Besides Williams-Sonoma, the company also owns Pottery Barn. Both have developed a reputation for high-quality kitchen and home furnishings. With their higher prices in general, these appeal to higher-income consumers.

The strong housing market over the past few years has helped Williams-Sonoma, with people rushing to buy items like cookware and furniture. Fiscal 2022's same-store sales (comps) increased by 6.5%. This was for the period ended on Jan. 29 this year. However, I see signs that things might slow down.

The Federal Reserve has waged a campaign against inflation by raising interest rates, and many economists believe this will lead to a recession. Already, higher mortgage rates have hurt the housing market. Although February's existing-home sales increased by 14.5%, there were 12 consecutive monthly declines. Should a recession occur and people lose their jobs, the housing market will likely feel the impact.

Management cited a weak housing market and potential recession, among other factors, that could hurt near-term results. In the fourth quarter, comps fell by 0.6%, and the company expects flat revenue for this year.

Increasing payouts

The news isn't all grim, though.
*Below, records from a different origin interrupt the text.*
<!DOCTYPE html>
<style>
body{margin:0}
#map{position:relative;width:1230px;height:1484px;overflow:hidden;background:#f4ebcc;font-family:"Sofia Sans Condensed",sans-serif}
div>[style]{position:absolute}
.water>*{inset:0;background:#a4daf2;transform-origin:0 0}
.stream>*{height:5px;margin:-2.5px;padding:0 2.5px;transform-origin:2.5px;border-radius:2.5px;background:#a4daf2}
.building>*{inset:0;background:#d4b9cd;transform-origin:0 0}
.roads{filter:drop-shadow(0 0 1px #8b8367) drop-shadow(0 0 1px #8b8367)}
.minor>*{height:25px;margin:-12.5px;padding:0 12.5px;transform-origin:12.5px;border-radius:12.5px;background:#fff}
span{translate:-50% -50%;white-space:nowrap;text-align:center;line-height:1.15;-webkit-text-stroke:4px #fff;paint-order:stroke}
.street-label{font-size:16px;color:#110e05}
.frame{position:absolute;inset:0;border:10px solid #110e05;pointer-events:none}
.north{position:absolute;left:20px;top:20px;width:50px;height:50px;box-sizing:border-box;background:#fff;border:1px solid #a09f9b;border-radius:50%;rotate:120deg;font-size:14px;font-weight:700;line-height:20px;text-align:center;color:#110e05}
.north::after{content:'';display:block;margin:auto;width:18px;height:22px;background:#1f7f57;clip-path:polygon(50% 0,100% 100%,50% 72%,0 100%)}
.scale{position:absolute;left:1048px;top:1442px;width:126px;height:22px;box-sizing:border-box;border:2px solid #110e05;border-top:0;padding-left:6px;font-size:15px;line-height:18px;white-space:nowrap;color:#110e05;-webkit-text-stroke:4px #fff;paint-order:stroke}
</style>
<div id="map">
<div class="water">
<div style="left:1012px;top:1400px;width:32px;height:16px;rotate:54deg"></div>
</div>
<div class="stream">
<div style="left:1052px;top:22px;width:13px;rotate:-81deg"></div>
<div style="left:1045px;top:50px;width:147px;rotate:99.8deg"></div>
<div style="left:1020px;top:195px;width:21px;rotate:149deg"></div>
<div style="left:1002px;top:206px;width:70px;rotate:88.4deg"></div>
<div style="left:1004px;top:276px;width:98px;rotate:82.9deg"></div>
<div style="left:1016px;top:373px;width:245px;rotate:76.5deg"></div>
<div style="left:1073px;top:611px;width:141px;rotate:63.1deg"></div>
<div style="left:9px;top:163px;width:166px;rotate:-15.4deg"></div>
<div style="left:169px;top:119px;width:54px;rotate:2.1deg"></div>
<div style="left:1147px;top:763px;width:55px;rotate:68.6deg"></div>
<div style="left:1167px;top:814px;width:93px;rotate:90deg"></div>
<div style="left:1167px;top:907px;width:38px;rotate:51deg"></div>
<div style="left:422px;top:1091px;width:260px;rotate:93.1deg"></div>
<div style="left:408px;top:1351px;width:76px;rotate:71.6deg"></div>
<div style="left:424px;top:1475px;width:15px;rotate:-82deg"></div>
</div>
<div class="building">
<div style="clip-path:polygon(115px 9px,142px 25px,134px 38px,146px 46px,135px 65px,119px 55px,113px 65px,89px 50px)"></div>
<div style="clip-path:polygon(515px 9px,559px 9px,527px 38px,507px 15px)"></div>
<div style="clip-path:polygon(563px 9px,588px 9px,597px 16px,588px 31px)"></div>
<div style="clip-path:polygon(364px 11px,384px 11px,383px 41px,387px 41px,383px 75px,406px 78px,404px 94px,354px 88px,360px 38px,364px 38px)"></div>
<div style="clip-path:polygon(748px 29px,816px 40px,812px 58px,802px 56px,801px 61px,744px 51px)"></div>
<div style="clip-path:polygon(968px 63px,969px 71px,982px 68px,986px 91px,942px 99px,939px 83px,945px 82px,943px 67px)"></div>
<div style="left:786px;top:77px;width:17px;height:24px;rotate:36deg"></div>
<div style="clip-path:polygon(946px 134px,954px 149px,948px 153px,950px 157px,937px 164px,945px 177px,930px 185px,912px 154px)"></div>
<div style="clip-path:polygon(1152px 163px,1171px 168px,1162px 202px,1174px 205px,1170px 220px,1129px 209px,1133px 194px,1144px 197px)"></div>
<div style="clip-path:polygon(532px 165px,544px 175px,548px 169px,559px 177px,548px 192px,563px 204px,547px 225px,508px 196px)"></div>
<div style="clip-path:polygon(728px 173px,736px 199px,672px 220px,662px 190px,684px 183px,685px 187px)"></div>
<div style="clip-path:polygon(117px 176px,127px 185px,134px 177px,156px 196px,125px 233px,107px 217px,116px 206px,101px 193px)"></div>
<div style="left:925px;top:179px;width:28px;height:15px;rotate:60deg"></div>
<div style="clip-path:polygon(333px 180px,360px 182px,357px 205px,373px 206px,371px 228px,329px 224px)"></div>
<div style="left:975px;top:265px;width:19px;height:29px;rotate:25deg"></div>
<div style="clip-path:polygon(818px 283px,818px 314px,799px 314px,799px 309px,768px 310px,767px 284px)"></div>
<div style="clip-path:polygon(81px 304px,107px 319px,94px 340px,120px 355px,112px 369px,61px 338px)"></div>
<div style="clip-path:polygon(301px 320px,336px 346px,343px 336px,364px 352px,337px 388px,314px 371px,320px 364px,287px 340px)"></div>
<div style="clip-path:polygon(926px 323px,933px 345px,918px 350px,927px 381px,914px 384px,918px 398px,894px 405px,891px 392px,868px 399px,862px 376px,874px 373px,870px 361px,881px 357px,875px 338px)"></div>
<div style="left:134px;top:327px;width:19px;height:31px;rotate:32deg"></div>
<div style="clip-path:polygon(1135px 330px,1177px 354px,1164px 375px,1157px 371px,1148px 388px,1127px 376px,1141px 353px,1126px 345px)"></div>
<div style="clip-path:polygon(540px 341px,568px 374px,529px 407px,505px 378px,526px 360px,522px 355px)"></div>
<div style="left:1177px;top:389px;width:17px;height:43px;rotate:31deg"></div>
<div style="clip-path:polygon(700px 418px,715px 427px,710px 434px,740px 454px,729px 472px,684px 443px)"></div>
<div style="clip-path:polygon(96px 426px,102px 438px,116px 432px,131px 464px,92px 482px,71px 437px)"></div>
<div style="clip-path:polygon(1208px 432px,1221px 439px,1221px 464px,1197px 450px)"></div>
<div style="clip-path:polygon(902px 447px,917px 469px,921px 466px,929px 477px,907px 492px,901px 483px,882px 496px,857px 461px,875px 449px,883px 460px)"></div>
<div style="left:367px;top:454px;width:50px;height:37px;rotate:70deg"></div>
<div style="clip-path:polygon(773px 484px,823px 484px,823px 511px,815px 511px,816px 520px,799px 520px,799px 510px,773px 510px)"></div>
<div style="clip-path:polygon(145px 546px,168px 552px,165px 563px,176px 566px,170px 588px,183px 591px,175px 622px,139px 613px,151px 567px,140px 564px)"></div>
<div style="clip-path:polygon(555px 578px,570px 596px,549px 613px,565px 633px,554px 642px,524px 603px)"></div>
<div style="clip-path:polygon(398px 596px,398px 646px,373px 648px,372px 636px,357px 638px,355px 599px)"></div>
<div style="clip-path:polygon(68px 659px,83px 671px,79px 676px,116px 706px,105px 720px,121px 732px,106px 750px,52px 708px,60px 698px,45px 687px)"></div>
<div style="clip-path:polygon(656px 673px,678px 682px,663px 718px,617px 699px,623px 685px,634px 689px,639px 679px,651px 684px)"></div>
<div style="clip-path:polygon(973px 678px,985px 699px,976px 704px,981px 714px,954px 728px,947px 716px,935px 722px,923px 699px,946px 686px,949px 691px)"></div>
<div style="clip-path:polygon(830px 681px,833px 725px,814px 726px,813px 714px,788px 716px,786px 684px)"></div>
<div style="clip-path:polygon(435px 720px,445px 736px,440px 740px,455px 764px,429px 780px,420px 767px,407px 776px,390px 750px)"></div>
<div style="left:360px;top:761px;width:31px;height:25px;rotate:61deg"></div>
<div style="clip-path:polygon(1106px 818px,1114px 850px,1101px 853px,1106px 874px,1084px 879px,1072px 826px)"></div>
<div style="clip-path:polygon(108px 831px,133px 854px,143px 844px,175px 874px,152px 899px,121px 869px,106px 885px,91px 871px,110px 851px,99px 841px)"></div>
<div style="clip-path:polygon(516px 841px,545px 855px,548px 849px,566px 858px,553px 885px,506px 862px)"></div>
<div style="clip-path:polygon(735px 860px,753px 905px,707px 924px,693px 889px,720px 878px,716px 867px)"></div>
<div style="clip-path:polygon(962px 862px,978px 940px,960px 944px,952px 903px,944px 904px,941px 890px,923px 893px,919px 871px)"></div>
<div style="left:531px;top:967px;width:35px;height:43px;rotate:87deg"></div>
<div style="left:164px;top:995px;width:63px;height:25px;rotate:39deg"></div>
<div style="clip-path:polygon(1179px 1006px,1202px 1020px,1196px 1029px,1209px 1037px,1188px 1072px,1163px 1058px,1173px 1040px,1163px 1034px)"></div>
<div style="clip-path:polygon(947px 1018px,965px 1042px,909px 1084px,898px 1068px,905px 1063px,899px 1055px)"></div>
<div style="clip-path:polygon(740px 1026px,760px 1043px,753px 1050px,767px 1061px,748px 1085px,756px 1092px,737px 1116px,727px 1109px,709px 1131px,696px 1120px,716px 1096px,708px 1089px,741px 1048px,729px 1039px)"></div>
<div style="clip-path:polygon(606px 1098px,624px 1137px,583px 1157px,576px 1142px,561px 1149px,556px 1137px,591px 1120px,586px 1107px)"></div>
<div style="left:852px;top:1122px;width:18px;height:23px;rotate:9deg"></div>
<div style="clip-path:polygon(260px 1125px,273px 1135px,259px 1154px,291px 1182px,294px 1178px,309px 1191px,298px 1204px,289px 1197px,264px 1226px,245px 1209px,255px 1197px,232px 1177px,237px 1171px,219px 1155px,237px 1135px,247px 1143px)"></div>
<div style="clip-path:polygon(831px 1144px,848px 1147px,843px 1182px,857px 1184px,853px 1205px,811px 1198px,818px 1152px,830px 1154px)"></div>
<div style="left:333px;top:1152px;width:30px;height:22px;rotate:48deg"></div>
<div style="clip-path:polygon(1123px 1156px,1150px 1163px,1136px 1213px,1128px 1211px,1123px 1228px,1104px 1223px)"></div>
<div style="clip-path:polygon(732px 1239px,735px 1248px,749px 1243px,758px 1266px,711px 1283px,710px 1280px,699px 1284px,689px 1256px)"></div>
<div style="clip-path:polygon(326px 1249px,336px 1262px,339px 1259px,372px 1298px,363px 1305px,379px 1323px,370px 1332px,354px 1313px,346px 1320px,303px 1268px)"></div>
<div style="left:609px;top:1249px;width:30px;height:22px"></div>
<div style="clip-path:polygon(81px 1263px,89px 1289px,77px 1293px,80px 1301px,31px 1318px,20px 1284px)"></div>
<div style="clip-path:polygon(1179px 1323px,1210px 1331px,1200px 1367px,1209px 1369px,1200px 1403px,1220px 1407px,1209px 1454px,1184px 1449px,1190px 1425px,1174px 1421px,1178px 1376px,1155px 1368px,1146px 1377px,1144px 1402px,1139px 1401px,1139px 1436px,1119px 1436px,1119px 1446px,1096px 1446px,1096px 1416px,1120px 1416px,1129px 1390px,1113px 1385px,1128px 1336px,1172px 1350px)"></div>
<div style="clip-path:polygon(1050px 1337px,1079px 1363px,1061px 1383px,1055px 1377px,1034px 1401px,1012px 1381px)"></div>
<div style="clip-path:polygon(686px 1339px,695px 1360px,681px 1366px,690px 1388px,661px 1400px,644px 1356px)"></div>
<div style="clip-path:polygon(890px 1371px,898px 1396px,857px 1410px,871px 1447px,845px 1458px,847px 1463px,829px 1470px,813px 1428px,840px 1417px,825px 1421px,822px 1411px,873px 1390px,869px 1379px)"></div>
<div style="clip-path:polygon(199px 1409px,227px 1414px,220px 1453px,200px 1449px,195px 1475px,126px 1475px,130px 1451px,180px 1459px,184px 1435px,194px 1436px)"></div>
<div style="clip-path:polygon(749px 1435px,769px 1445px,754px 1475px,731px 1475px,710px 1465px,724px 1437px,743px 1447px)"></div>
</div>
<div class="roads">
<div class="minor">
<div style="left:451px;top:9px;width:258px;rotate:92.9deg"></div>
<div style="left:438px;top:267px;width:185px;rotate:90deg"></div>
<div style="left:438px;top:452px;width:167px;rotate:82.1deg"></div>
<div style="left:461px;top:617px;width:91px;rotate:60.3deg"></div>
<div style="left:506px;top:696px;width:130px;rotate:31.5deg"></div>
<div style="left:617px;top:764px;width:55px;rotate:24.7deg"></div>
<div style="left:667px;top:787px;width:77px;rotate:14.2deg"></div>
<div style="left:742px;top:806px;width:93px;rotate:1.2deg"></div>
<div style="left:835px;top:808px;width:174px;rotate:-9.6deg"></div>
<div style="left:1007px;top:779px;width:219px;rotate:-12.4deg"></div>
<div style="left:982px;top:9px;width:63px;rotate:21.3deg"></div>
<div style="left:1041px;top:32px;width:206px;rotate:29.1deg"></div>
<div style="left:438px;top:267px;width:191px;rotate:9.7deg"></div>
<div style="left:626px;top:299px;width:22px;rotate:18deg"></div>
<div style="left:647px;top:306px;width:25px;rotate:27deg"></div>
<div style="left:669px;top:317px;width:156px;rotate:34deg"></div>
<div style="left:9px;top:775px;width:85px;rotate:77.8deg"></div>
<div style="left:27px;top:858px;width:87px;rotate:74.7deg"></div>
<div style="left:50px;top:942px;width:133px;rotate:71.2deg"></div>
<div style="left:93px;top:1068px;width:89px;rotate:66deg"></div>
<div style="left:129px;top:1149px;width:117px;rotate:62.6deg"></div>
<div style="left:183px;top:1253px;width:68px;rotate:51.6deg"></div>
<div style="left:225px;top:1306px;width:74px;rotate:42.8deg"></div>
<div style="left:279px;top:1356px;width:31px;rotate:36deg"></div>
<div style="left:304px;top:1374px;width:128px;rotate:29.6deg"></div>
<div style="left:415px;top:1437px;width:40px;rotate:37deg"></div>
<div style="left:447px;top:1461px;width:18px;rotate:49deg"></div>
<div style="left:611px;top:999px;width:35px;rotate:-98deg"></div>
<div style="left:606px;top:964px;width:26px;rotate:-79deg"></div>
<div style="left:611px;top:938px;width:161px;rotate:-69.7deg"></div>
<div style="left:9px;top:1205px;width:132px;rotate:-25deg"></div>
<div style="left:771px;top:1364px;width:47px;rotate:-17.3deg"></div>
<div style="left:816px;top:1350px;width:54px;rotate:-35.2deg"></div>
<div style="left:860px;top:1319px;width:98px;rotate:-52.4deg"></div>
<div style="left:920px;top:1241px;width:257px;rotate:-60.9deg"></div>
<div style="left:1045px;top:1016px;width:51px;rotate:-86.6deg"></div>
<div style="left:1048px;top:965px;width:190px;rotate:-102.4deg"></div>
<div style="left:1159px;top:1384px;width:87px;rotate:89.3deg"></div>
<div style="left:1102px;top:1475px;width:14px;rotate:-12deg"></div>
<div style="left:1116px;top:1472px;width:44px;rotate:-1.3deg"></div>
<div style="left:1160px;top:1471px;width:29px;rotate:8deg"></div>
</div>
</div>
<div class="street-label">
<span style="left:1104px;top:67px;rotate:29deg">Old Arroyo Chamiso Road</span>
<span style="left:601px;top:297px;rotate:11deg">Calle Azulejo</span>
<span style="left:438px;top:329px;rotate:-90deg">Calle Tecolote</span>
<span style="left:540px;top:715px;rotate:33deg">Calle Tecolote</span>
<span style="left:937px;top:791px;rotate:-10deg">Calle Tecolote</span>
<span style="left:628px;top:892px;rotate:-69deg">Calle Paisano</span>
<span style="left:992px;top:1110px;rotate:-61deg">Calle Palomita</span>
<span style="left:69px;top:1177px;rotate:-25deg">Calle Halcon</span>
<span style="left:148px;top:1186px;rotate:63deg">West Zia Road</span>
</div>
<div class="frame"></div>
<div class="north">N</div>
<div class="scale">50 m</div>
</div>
The board of directors raised quarterly dividends by 15% to $0.90. Typically, that's a good signal about long-term prospects given companies' reluctance to cut payments.

And Williams-Sonoma has plenty of free cash flow (FCF) to support these payments. Last year's FCF was $698.7 million, and dividends totaled $217.3 million. At its current price, the stock pays a 3.1% dividend yield, nearly double the S&P 500's 1.7% payout.

Valuation

The lower stock price has created a compelling valuation. The price-to-earnings ratio (P/E) stands at 7 compared to well over 20 in early 2021. By comparison, the S&P 500 has a P/E of 21.

As Williams-Sonoma is a cyclical business, the lower P/E reflects concerns about the company's prospects. And it undoubtedly faces short-term challenges. But these remain outside of its control. As it has proved with robust results over the past couple of years, the company has certain competitive advantages. These include its in-house products and strong digital presence.

Patient investors can collect dividends while waiting for prospects to improve. It could take a while if the housing market performs poorly and we enter into a recession, but things will turn around, and you'll set yourself up for nice gains with Williams-Sonoma as part of your portfolio.